Son camarade le présenta à cette merveilleuse créature, et il apprit que sur terre elle se nommait Aurora Floyd, et qu’elle était l’héritière de Felden.

Bulstrode fut bientôt remis de sa première impression. Cette créature impérieuse, cette Cléopâtre en crinoline, avait un front bas, un nez qui déviait de la ligne normale de la beauté et une grande bouche. Ce n’était qu’un piège de plus, recouvert de mousseline blanche et dont l’appât consistait en fleurs artificielles, comme toutes les autres femmes.
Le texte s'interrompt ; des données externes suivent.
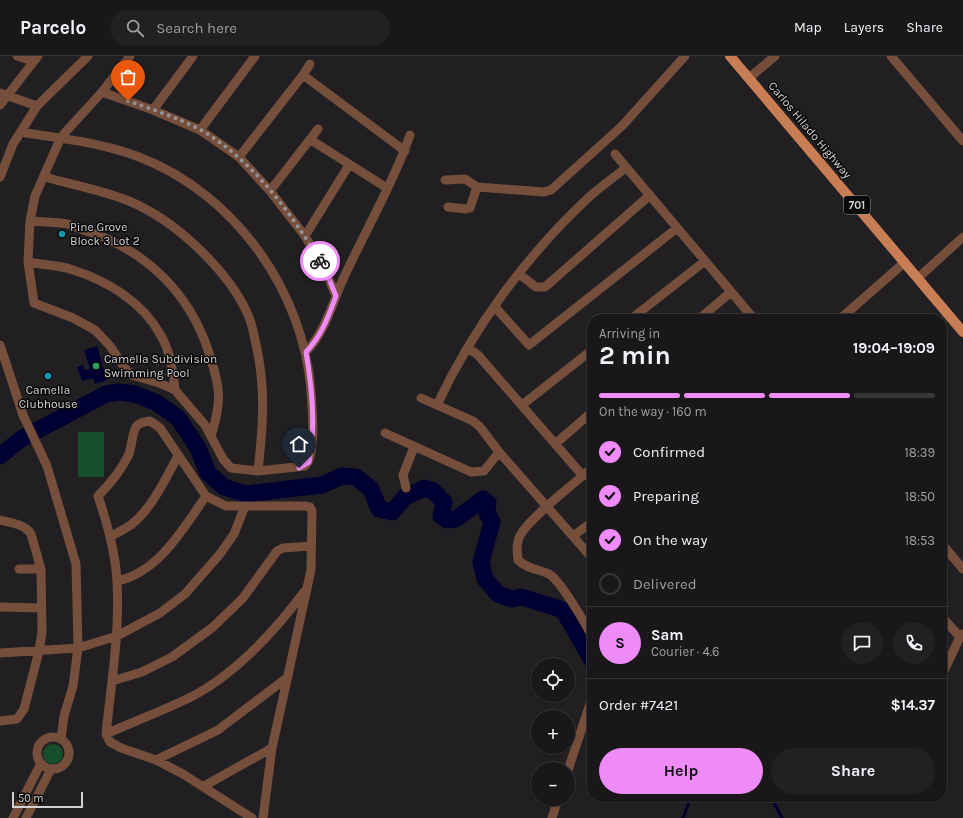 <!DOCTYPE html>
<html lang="en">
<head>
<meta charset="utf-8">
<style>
  body { margin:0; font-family:Karla,sans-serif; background:#222023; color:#f1f3f6; height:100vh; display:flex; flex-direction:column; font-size:15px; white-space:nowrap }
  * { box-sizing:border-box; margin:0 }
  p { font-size:13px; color:#9f9fa2 }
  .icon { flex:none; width:22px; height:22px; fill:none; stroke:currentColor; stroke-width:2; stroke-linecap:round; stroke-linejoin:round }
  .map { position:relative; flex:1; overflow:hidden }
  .panel { position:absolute; left:587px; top:258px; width:360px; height:488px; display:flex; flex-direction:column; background:#19171a; border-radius:16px; box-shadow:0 1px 3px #0004,0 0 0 1px #373639 }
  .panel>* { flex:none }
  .tools { position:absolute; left:531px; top:602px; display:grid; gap:8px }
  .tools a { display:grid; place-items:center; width:44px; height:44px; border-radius:50%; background:#19171a; box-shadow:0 1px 3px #0004,0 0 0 1px #373639; font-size:20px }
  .scale { position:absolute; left:12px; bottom:10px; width:71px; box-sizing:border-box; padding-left:4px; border:2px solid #d3d2d3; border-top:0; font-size:11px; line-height:14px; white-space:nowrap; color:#d3d2d3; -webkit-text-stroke:3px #0a090b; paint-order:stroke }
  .pin { position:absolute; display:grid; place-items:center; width:34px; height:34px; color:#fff; margin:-41px -17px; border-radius:50% 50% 50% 0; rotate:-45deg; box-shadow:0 0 4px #0007 }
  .pin .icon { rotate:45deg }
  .courier { position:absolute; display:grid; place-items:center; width:40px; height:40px; margin:-20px; border:3px solid #ef8bf7; border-radius:50%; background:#fff; color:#222; box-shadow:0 1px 5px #0007 }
  .overview em { font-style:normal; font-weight:700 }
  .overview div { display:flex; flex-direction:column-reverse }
  .overview { display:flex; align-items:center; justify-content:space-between; height:68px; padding:0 12px }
  h1 { font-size:26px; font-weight:700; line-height:30px }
  .bar { display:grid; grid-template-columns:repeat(4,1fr); gap:6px 4px; align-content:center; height:48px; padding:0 12px }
  .bar i { height:5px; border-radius:3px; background:#373639 }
  .bar .selected { background:#ef8bf7 }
  .bar p { grid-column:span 4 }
  .line { display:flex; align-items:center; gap:10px; padding:0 12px; border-top:1px solid #373639 }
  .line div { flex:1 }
  .round { display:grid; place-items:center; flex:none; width:42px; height:42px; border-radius:21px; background:#222023 }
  ol { padding:0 12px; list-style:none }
  li { display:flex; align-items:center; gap:12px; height:44px }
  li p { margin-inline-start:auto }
  li .icon { padding:4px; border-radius:50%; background:#ef8bf7; color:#111; stroke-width:4 }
  li:last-child { color:#9f9fa2 }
  li i { width:22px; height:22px; border:2px solid #373639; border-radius:50% }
  .cta { display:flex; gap:8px; margin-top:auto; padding:8px 12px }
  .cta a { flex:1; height:46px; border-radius:24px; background:#ef8bf7; color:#111; font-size:16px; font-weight:700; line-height:46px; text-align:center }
  .cta a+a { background:#222023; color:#f1f3f6 }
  header { display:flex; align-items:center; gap:24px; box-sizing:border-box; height:56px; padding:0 20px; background:#19171a; border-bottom:1px solid #373639 }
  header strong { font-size:19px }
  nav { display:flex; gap:22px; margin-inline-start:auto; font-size:14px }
  .search { width:280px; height:36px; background:#222023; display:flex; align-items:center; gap:10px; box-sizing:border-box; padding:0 14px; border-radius:22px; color:#9f9fa2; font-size:15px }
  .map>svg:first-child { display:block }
</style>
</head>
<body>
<header>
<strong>Parcelo</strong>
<div class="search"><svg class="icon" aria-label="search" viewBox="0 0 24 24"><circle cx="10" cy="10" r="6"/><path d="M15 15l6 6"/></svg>Search here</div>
<nav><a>Map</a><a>Layers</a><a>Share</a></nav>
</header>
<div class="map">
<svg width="963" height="762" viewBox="0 0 963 762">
  <rect width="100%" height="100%" fill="#211f22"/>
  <!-- green -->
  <path fill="#154f2c" d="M 78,376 L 104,376 L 104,421 L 78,421 Z
    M43 698a10 10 0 1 1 20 0a10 10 0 1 1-20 0Z"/>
  <!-- water -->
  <path fill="#000032" d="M 97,290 L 107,324 L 95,328 L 93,322 L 82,325 L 77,311 L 83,309 L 85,314 L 90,313 L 84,294 Z"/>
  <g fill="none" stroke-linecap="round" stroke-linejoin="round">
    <!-- stream -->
    <path stroke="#000032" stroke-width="3" d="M 771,741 L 782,762
      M 683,762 L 691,741"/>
    <!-- river -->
    <path stroke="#000032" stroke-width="17" d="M 0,400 L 21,383 L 106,338 L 118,336 L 135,338 L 157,347 L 178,362 L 198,392 L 208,417 L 224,431 L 246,438 L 322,429 L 342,420 L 356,421 L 371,433 L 379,453 L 392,456 L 405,441 L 425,432 L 433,435 L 444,446 L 441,460 L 447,464 L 456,463 L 483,443 L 488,447 L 487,457 L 492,466 L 481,506 L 485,523 L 498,538 L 512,543 L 522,541 L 563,554 L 592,604"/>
    <!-- minor -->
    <path stroke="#754f3c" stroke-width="9" d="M 17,0 L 33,5
      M 891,0 L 963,85
      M 303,19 L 405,95
      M 749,22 L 775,0
      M 102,36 L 153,54 L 200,74 L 239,101 L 270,135 L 305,180 L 327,218 L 336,240
      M 0,37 L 37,50
      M 0,49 L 38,0
      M 153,54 L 193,0
      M 200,74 L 255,0
      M 21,76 C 61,83 101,86 139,101 C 234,137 304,235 311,336 C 312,353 317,399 305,410 L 258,415 L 231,412 L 223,403 L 205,369 L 175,334 L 159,327 L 132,319 L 127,315 L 110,290 L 95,274 L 73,262 L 34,247 L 28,206 L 30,165 L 35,140 L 61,81 L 102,36 L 130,0
      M 311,84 L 387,132
      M 615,98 L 754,263
      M 239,101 L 303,19 L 310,8
      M 0,121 L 13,88 L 37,50 L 88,0
      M 45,121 C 73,129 102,134 129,145 C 155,156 177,172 197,191 C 218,211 240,237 250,264 C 253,272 254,281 256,288 C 266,333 263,370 258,415
      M 445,124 L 465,123 L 477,131 L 544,136 L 551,134 L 622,70 L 685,0
      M 270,135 L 318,73
      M 448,151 L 466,153 L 470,152 L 477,131
      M 30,165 C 42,166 55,166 67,168 C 74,170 82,174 90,176 C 147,196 189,237 208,294 C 220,332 223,342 211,380
      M 305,180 L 349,109
      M 28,206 C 42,209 59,209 73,214 C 108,225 142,246 160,278 C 170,294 173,315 175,334
      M 519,218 L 536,231 L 545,231 L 650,139
      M 918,222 L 963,181
      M 495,251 L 529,289 L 677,172
      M 631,263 L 705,205
      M 699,263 L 731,236
      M 840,263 L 905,206
      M 0,289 L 23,359 L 47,410 L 76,508 L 78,592 L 73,630 L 64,660 L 61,683
      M 468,292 L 478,299 L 583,420
      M 306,296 C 326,275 332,247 344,221 C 366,174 393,127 410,79
      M 421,342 L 473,365 L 480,371 L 499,396 L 592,502
      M 437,349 C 473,272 526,200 588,142 C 600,131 614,121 626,112
      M 522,349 L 592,294
      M 385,377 L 471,416 L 484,415 L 499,396
      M 555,388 L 592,356
      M 592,412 C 577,425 524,466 519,482 C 516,489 517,497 518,504 C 527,513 538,513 549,518 C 560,524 585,567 592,580
      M 406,432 L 403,419 L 414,391
      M 0,464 C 11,467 25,468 31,478 L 41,513 L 42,576 L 39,595 L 24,653 L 17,663 L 0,665
      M 573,480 L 592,466
      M 110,481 C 117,477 125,473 132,468 C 153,451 165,423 178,400
      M 942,488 L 963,513
      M 19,513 L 41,513
      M 117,525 C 159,516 183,473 206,440
      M 0,551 L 41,552
      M 942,561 L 960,581
      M 0,597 L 78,592 L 117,580 L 160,557 L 185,538 L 220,498 L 234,478 L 245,450
      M 942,619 L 960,581 L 963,578
      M 112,625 L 142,616 L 172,601 L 213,571 L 243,542 L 277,495 L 283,492 L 311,490
      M 106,678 C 135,665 165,654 193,640 C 238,616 274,576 304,536
      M37 697a16 16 0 1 1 32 0a16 16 0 1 1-32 0Z
      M 156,704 L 218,674 L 288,621
      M 568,714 L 592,642
      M 204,730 L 272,692
      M 13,762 L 41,707
      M 26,762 L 51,713
      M 252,762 L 183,718 L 156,704 L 121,692 L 110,686 L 106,678 C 111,628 120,577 117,526 C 116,497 107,467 98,440 C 111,427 121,415 129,398 C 132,389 132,378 136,371 C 139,366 145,366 150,365 L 160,372 L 206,440 L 226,450 L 305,450 L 310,451 L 312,455 L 311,514 L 272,692 L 263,762
      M 552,762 L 558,743"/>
    <!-- major -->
    <path stroke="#c97d55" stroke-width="10" d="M 730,0 L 963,276"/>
  </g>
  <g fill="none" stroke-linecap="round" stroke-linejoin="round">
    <!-- done -->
    <path stroke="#959395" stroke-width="4" stroke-dasharray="0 7.2" d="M 128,45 C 152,53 178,62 201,74 C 252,104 290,155 320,205"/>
    <!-- route -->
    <path stroke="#ef8bf7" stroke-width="5" d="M 299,412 L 309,406 C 316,370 312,332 306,296 C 322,279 328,261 336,240 L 327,218 L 320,205"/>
  </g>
  <!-- markers -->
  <g fill="#0f9aa8" stroke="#0a090b" stroke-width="1.5">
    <circle cx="62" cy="178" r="4"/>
    <circle cx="48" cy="320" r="4"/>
  </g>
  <circle fill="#2e9e5b" stroke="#0a090b" stroke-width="1.5" cx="96" cy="310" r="4"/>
  <g text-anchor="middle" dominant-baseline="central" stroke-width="3" stroke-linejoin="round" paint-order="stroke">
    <!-- shield labels -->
    <rect fill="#0a090b" stroke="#979697" stroke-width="1" x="844" y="140" width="26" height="18" rx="3"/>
    <g font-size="11" font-weight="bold" fill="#d3d2d3">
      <text x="857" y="149">701</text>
    </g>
    <!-- street labels -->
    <g font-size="12" fill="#d3d2d3" stroke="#0a090b">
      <text transform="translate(810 74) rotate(50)">Carlos Hilado Highway</text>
    </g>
    <!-- poi labels -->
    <g font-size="12" fill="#d3d2d3" stroke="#0a090b" text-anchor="start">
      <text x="70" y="171">Pine Grove<tspan x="70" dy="14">Block 3 Lot 2</tspan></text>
      <text x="104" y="303">Camella Subdivision<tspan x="104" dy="14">Swimming Pool</tspan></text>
      <text x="48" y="334" text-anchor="middle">Camella<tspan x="48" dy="14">Clubhouse</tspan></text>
    </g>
  </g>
</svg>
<div class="tools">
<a><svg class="icon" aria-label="locate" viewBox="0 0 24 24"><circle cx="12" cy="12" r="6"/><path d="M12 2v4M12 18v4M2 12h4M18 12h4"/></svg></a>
<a>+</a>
<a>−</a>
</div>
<div class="scale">50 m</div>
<div class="pin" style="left:128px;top:45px;background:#ea580c"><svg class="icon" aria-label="bag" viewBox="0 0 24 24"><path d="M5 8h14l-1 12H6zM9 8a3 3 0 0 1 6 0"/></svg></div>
<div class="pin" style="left:299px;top:412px;background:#1f2937"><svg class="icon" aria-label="home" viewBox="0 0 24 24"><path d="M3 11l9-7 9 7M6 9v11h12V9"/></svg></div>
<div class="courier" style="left:320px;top:205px"><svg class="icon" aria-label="bike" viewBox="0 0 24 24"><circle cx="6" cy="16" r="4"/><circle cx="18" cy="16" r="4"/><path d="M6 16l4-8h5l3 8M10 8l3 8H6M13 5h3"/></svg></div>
<section class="panel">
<div class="overview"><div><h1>2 min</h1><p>Arriving in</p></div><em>19:04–19:09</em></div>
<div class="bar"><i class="selected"></i><i class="selected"></i><i class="selected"></i><i></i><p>On the way · 160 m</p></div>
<ol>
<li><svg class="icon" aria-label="check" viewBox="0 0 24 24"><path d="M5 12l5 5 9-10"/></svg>Confirmed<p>18:39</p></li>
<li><svg class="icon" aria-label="check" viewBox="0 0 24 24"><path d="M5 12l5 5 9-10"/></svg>Preparing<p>18:50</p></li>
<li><svg class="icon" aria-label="check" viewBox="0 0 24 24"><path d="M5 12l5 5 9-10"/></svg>On the way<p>18:53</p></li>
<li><i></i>Delivered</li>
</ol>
<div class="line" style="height:72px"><b class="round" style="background:#ef8bf7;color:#111">S</b><div><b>Sam</b><p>Courier · 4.6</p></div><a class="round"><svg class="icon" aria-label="chat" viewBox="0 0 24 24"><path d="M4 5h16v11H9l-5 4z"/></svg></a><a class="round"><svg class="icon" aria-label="phone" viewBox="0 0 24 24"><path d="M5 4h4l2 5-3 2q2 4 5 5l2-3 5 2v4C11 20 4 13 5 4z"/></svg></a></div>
<div class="line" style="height:52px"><div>Order #7421</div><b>$14.37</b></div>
<div class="cta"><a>Help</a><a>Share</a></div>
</section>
</div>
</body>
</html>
Elle devait avoir cinquante mille livres de dot, aussi n’avait-elle pas besoin d’un mari riche ; mais elle n’avait point un nom marquant dans la société, aussi avait-elle naturellement besoin d’une position, et sans doute elle avait lu l’histoire des Raleigh Bulstrode dans les sublimes pages de Burke. C’est pourquoi les yeux gris clair de Talbot prirent une expression aussi froide que jamais, au moment où il salua l’héritière. Maldon procura à sa compagne une chaise tout près du pilastre contre lequel s’était adossé Bulstrode, et Mme Alexandre Floyd s’étant emparée à l’instant même du cornette, dans la cruelle intention de l’emmener danser avec une dame qui exécutait une plus grande partie de ses pas sur les pieds de son cavalier que sur le parquet de la salle de danse, Aurora et Talbot restèrent seuls ensemble.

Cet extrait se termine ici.